This thesis was completed as part of the Doctorate in Clinical Psychology at Staffordshire University, completed by the first author. The topic originated from the personal experiences of the first author, and an interest in the relationship between physical and mental health, particularly at developmentally significant times like the transition from adolescence to adulthood. Muscular Dystrophy (MD) is a degenerative condition that causes progressive levels of disability and limits life expectancy. Chapter One systematically evaluated the current literature on the wellbeing of adolescents and emerging adults with MD. Nine papers were critically reviewed, and results suggested that the wellbeing of this population is reliant on supportive relationships, autonomy, and a maturing sense of self-acceptance, and they are at an increased risk of mental health difficulties. While the quality of the research varied and conclusions were interpreted with caution, the review highlighted a need for earlier psychological support with a focus on systemic, collaborative working.
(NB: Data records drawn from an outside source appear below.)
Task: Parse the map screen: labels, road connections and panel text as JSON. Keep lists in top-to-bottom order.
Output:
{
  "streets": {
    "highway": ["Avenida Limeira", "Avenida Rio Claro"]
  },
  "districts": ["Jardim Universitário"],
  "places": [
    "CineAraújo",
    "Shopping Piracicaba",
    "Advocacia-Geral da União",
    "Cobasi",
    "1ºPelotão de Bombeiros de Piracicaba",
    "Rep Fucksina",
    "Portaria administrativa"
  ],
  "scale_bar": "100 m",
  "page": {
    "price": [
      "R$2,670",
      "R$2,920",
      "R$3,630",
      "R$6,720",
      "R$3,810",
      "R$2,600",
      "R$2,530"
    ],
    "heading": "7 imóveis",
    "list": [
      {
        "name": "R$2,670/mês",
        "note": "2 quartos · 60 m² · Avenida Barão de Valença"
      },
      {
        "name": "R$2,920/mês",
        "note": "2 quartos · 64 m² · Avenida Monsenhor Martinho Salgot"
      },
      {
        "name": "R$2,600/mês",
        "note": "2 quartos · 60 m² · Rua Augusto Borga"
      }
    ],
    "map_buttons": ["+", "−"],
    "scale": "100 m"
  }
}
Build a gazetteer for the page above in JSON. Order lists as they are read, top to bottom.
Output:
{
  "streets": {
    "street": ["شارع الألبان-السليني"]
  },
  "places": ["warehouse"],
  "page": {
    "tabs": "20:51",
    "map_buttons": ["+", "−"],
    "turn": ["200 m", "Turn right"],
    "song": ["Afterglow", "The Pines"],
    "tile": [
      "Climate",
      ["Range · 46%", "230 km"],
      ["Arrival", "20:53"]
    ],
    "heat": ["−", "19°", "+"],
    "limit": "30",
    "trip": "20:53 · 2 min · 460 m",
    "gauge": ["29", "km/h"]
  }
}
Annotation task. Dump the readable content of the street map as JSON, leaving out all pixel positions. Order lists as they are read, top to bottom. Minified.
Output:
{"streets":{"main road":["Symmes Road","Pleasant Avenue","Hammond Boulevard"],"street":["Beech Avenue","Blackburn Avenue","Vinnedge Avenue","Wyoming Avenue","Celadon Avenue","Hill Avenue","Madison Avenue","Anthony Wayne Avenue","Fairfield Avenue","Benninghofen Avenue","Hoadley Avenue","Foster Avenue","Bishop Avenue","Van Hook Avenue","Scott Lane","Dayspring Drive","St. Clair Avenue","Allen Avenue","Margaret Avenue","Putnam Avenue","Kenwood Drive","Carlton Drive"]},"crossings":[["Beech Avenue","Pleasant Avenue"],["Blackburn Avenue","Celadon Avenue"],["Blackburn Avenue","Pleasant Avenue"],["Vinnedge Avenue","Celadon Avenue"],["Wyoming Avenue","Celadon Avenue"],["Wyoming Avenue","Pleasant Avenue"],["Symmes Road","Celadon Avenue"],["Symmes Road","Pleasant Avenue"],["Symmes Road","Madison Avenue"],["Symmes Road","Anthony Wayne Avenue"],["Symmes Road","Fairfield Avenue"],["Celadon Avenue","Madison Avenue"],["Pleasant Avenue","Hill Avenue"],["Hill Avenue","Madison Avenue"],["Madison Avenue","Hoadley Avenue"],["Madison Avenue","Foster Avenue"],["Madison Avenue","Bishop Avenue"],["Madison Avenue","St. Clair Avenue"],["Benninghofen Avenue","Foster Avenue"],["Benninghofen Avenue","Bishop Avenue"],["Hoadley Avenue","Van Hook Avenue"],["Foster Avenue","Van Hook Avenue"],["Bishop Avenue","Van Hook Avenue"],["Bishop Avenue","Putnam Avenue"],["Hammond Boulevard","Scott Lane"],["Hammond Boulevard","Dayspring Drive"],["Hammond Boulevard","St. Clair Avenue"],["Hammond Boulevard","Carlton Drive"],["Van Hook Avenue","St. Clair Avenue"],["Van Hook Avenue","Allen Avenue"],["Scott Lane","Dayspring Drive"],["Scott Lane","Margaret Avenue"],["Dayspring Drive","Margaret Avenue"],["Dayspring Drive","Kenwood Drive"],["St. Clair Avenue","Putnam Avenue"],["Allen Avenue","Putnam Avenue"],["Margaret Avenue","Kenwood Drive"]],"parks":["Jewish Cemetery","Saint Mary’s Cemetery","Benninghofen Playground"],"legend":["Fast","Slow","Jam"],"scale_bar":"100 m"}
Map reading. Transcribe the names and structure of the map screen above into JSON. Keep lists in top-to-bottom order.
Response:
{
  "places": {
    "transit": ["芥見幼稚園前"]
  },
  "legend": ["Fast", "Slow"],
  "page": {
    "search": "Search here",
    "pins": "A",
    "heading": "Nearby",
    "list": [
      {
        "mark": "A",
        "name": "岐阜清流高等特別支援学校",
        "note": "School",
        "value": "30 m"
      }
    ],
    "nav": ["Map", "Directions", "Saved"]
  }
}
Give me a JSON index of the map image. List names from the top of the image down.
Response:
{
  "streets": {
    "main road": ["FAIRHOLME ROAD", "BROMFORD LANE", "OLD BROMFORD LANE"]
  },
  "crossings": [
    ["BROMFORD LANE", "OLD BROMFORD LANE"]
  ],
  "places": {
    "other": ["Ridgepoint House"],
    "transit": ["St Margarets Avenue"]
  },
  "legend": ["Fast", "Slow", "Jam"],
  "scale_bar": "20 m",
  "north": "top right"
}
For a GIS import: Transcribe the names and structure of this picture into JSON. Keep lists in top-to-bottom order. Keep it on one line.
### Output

Chapter Two investigated what emerging adults with Duchenne’s MD (DMD: the most common form of this genetic condition), primary carers, and healthcare professionals value for a positive and autonomous adult life with DMD. A Q-method study was used to explore whether these three expert stakeholder groups prioritise similar goals when engaged in transition-based care. Results of the factor analysis found two different views of how to facilitate a positive adult life in society; one that valued taking on a more adult role within their existing system, and another that believed adulthood was enabled by breaking away and accessing new experiences. The mix of expert stakeholders within factor one, and combination of one emerging adult and three healthcare staff in factor two, suggests that transition planning should be held with these different value-bases in mind; potentially guiding exploratory conversations about how to best support the adult life valued by the individual. Chapter Three is a summary of the empirical research, for dissemination to young people with DMD and their families, as well as healthcare staff.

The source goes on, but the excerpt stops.